Multi-Factor Mix Weight-01

Sources: MSCI, FactSet, and CLS Investments. Data as of December 31, 2016

Factor-tilting takes a more bottoms-up approach by tilting towards various stocks based on their exposure to multiple factors simultaneously. This process involves combining each factor score multiplicatively to see what security holds up best to having representative exposure to each factor. As also illustrated below, this process tends to bias towards securities with higher factor scores across each factor, but still depends on each stock’s market-cap. In our example, Apple has strong factor scores for momentum, minimum volatility, and quality, and they nearly double the market-cap of JPMorgan.

Multi-Factor Tilt Weight-01

Sources: MSCI, FactSet, and CLS Investments. Data as of December 31, 2016

Both methods generally yield similar results. Under either method, eligible securities are measured based on how they stack up against other stocks in the entire investment opportunity set. This means the definition of one factor has no bearing on the definition of another and is assessed independently. Ultimately, stocks more likely to score high on multiple factor definitions tend to have a greater emphasis in the final index.

Although there may be more simplicity in this, it begs the question as to whether a typical active manager would make decisions in the same way. We explore this topic in the next section.

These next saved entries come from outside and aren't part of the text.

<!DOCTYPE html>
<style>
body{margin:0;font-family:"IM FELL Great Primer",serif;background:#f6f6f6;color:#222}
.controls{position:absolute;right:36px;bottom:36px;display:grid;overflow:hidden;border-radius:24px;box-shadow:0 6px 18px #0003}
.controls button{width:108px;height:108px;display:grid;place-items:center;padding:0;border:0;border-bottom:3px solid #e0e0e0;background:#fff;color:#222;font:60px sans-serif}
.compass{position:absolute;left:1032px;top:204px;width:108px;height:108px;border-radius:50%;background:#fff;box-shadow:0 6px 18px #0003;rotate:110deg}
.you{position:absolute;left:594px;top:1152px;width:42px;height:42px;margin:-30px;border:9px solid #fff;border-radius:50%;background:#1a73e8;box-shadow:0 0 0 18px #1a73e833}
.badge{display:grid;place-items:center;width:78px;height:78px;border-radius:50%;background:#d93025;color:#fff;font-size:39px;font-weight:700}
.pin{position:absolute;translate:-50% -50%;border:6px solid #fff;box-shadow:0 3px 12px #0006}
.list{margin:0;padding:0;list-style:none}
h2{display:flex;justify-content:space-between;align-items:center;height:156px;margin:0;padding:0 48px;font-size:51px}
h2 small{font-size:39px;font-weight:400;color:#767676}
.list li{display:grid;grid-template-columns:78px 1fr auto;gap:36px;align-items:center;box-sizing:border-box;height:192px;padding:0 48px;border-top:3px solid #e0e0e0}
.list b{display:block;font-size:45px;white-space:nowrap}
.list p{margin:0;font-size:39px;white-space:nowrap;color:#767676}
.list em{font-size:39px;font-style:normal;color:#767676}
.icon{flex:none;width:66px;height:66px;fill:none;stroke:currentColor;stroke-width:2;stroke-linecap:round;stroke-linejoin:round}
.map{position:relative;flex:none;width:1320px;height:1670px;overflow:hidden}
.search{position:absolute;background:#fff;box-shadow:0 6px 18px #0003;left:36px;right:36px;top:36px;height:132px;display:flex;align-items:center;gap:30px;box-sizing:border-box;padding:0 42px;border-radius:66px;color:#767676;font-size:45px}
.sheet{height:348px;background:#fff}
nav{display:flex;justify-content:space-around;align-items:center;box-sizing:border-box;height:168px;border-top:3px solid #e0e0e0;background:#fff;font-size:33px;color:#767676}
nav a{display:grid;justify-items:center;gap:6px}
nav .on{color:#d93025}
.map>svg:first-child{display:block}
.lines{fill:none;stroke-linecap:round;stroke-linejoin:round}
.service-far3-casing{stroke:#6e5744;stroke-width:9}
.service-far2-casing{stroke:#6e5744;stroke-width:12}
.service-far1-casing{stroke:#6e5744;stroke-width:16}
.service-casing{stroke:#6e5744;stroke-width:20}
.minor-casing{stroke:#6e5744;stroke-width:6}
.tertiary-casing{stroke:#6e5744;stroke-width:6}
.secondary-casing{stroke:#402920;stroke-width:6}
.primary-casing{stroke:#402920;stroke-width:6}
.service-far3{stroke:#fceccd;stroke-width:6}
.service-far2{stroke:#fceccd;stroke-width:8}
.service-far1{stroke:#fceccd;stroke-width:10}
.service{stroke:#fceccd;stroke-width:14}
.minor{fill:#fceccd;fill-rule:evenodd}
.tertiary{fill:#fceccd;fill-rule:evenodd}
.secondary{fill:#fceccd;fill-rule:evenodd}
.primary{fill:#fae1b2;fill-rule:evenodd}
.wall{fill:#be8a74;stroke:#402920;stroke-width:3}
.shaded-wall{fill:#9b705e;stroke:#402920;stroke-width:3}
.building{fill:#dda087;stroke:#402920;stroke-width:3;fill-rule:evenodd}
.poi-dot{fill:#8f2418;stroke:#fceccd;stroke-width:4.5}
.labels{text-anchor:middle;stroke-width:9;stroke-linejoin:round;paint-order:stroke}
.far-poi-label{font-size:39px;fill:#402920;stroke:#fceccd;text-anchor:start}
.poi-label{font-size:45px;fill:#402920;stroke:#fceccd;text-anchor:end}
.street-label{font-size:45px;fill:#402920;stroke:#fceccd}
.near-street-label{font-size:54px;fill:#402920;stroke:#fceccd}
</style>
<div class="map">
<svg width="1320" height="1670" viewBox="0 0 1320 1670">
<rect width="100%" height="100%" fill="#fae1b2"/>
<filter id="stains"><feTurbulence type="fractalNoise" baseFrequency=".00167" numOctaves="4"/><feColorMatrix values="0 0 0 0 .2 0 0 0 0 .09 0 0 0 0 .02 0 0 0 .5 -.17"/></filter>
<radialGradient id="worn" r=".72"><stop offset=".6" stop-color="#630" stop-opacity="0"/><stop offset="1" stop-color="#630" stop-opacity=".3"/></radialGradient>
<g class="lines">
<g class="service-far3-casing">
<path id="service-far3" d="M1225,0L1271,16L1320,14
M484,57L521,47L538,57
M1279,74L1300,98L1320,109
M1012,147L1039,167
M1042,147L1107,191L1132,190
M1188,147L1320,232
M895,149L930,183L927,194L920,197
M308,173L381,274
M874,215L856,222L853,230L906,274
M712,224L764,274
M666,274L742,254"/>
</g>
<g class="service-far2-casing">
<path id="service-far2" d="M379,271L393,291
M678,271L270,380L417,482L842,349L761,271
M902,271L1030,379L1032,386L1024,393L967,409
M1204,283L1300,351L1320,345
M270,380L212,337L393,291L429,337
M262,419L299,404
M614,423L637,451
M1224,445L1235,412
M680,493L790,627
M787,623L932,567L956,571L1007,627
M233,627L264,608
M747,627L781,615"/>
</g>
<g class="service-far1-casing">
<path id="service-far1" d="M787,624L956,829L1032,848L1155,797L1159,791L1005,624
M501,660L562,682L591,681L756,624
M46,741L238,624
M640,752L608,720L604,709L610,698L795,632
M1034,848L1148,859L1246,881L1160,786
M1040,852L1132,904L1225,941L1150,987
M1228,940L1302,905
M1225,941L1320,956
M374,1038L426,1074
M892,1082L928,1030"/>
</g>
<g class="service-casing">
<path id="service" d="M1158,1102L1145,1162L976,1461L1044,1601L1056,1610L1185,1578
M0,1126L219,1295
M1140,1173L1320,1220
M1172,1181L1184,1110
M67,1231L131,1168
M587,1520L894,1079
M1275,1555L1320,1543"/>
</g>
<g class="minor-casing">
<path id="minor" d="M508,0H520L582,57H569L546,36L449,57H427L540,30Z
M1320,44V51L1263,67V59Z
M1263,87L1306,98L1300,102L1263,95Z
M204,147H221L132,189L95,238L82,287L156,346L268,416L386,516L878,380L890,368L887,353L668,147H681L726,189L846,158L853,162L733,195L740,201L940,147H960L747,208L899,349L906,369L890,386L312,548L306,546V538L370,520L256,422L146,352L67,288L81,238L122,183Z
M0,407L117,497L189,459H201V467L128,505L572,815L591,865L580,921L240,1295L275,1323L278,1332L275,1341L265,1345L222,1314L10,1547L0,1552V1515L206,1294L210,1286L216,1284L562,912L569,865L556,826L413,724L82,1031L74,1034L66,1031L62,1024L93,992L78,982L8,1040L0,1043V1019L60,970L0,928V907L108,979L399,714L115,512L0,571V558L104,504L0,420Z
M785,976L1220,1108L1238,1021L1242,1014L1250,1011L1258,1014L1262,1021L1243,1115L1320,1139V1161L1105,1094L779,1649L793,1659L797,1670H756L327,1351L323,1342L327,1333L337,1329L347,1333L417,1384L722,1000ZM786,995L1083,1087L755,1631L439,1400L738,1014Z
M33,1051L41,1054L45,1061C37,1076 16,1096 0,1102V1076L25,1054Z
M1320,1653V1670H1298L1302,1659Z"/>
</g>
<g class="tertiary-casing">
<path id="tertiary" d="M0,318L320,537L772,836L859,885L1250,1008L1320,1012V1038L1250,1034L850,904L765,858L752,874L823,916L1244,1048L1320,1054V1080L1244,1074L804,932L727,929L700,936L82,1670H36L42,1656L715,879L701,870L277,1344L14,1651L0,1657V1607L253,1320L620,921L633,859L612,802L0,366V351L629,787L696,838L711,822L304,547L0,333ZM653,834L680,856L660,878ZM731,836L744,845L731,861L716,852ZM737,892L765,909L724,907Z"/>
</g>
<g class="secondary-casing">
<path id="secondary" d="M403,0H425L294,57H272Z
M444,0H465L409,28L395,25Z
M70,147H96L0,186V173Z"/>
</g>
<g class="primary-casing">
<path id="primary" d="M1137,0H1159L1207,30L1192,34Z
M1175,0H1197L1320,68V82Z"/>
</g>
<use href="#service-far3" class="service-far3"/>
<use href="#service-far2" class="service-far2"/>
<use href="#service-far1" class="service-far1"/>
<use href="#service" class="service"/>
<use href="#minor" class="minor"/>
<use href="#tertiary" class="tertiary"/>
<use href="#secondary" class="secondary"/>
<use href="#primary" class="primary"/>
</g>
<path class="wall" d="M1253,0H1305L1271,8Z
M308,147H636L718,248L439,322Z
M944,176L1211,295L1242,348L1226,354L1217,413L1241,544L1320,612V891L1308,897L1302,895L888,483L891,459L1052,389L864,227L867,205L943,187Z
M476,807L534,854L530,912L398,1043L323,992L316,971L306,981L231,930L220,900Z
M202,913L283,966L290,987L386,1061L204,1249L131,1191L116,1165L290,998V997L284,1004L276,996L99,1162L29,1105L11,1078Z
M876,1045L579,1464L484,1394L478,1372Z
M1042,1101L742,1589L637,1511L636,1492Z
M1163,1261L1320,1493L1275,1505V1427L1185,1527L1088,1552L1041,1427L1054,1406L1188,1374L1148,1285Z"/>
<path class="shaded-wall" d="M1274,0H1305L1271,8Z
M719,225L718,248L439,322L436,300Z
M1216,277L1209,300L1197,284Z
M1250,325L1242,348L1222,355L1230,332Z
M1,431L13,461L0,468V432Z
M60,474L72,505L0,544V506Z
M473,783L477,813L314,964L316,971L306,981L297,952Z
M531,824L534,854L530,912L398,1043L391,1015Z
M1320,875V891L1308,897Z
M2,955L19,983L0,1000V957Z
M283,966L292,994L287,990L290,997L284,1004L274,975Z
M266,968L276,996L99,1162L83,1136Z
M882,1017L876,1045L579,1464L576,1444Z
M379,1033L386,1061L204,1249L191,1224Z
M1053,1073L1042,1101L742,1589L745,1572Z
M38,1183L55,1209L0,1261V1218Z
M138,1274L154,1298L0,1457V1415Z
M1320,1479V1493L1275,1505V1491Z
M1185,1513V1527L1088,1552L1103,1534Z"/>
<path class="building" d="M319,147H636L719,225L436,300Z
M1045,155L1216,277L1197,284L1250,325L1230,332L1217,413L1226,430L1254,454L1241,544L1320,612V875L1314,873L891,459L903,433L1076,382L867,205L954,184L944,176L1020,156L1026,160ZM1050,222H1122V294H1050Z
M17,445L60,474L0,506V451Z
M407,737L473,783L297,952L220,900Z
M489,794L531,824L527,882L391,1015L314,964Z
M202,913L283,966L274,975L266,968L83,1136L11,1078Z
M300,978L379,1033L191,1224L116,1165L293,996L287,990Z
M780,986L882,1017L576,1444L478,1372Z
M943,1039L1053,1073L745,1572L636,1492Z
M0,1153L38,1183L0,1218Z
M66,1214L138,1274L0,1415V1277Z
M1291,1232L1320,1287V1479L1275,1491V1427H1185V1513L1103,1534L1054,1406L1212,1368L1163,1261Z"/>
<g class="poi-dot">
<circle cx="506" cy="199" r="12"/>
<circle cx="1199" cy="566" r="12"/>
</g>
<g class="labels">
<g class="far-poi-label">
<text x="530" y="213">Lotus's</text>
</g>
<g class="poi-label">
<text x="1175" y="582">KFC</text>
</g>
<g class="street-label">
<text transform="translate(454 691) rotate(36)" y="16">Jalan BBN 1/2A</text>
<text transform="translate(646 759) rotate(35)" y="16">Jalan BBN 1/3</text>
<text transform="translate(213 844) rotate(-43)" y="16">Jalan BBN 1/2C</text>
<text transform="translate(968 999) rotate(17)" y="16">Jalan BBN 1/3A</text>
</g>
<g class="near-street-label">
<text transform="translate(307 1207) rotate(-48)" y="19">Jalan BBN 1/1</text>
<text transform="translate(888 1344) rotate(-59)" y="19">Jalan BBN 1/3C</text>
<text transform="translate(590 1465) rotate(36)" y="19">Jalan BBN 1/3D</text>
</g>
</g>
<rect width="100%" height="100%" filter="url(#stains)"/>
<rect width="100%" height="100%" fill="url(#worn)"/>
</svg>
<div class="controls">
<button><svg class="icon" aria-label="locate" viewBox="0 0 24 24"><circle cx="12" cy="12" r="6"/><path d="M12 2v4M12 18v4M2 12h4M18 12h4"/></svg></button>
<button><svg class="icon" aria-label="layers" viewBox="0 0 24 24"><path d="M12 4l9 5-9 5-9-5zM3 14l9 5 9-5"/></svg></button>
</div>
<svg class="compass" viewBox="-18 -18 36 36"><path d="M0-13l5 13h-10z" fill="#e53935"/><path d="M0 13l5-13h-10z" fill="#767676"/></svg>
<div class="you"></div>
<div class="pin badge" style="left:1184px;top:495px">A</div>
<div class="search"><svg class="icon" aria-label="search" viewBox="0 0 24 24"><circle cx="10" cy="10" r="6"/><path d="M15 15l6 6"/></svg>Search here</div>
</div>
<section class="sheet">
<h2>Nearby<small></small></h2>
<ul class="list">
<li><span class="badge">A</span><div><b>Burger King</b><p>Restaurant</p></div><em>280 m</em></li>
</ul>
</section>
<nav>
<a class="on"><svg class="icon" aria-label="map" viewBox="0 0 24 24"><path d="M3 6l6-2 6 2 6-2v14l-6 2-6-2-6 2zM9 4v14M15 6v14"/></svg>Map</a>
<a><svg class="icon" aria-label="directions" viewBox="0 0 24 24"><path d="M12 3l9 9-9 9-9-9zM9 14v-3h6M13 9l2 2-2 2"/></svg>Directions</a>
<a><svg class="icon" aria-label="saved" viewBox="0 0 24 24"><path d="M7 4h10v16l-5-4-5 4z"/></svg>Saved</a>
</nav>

What Multi-Factor ETFs and Active Managers Don’t Have in Common

Another long-made argument in the ETF industry is that multi-factor ETFs put investors closer to investment exposures that compete directly against traditional active managers. Yes, capturing the same risk premiums that active managers incorporate at a fraction of the cost is a net benefit to end investors. And yes, active managers do use some form of factor investors in search of alpha through security selection.

But, do active managers pick stocks that simultaneously have the best value, quality, and momentum characteristics, for example? Absolutely not. In fact, many active managers identify pools of stocks that meet basic characteristics largely influenced by their investment philosophies and processes. They then refine those pools of securities based on fundamental, technical, valuation, and risk information that can lead to identifying the best and worst stocks to hold.

To illustrate this point, we’ll apply this process to determine what stocks should be included in a multi-factor index. We will assume we are value managers who prefer owning value stocks that also exhibit momentum, quality, and minimum-volatility characteristics. As value managers, we first want to find stocks that score reasonably well as value (defined as having a value score higher than 0.50). This one rule, by definition, should automatically eliminate 50% of the original index universe. Within this refined universe, we then determine multi-factor scores that reflect the likelihood we’ve identified value stocks with reasonable momentum, minimum volatility, and quality factor scores.